WORK ORDER
All records should be written out again exactly.

EXERCISE MATERIALS Block Start

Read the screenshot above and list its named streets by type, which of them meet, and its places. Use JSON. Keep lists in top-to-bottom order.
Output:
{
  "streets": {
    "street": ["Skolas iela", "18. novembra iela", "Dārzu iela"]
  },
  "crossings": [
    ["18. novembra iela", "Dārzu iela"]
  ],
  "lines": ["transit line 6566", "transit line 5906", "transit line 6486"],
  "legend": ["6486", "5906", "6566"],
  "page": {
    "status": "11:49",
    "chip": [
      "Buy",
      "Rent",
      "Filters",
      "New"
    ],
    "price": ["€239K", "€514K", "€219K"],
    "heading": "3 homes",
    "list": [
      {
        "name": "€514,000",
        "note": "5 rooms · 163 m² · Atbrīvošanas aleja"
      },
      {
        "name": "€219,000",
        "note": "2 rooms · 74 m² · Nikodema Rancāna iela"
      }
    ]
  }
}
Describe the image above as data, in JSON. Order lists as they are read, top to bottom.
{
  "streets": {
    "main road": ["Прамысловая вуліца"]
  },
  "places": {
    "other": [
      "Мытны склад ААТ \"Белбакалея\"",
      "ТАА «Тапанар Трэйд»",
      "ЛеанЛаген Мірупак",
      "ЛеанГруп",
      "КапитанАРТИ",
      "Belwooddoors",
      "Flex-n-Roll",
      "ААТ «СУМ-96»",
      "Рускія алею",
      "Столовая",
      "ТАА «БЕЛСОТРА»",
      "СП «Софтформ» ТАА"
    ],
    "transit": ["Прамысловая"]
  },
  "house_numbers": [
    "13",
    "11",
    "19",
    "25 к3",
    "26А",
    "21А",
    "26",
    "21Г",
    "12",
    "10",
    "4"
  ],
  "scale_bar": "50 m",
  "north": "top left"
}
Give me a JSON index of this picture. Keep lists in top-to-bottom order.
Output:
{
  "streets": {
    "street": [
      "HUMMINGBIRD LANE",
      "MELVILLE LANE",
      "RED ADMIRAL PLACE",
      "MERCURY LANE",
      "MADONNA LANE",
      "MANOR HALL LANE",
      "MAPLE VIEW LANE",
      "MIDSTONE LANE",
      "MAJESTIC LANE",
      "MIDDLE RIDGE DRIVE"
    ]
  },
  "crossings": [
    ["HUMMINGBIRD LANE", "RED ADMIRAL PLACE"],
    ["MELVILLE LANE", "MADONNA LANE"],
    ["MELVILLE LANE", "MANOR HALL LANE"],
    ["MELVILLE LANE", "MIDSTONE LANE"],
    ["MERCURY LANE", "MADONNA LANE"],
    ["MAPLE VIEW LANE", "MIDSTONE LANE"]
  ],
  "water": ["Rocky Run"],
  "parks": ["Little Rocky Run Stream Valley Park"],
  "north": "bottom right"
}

EXERCISE MATERIALS Block End

RESPONSE TO THIS EXERCISE
Read the screenshot above and list its named streets by type, which of them meet, and its places. Use JSON. Keep lists in top-to-bottom order.
Output:
{
  "streets": {
    "street": ["Skolas iela", "18. novembra iela", "Dārzu iela"]
  },
  "crossings": [
    ["18. novembra iela", "Dārzu iela"]
  ],
  "lines": ["transit line 6566", "transit line 5906", "transit line 6486"],
  "legend": ["6486", "5906", "6566"],
  "page": {
    "status": "11:49",
    "chip": [
      "Buy",
      "Rent",
      "Filters",
      "New"
    ],
    "price": ["€239K", "€514K", "€219K"],
    "heading": "3 homes",
    "list": [
      {
        "name": "€514,000",
        "note": "5 rooms · 163 m² · Atbrīvošanas aleja"
      },
      {
        "name": "€219,000",
        "note": "2 rooms · 74 m² · Nikodema Rancāna iela"
      }
    ]
  }
}
Describe the image above as data, in JSON. Order lists as they are read, top to bottom.
{
  "streets": {
    "main road": ["Прамысловая вуліца"]
  },
  "places": {
    "other": [
      "Мытны склад ААТ \"Белбакалея\"",
      "ТАА «Тапанар Трэйд»",
      "ЛеанЛаген Мірупак",
      "ЛеанГруп",
      "КапитанАРТИ",
      "Belwooddoors",
      "Flex-n-Roll",
      "ААТ «СУМ-96»",
      "Рускія алею",
      "Столовая",
      "ТАА «БЕЛСОТРА»",
      "СП «Софтформ» ТАА"
    ],
    "transit": ["Прамысловая"]
  },
  "house_numbers": [
    "13",
    "11",
    "19",
    "25 к3",
    "26А",
    "21А",
    "26",
    "21Г",
    "12",
    "10",
    "4"
  ],
  "scale_bar": "50 m",
  "north": "top left"
}
Give me a JSON index of this picture. Keep lists in top-to-bottom order.
Output:
{
  "streets": {
    "street": [
      "HUMMINGBIRD LANE",
      "MELVILLE LANE",
      "RED ADMIRAL PLACE",
      "MERCURY LANE",
      "MADONNA LANE",
      "MANOR HALL LANE",
      "MAPLE VIEW LANE",
      "MIDSTONE LANE",
      "MAJESTIC LANE",
      "MIDDLE RIDGE DRIVE"
    ]
  },
  "crossings": [
    ["HUMMINGBIRD LANE", "RED ADMIRAL PLACE"],
    ["MELVILLE LANE", "MADONNA LANE"],
    ["MELVILLE LANE", "MANOR HALL LANE"],
    ["MELVILLE LANE", "MIDSTONE LANE"],
    ["MERCURY LANE", "MADONNA LANE"],
    ["MAPLE VIEW LANE", "MIDSTONE LANE"]
  ],
  "water": ["Rocky Run"],
  "parks": ["Little Rocky Run Stream Valley Park"],
  "north": "bottom right"
}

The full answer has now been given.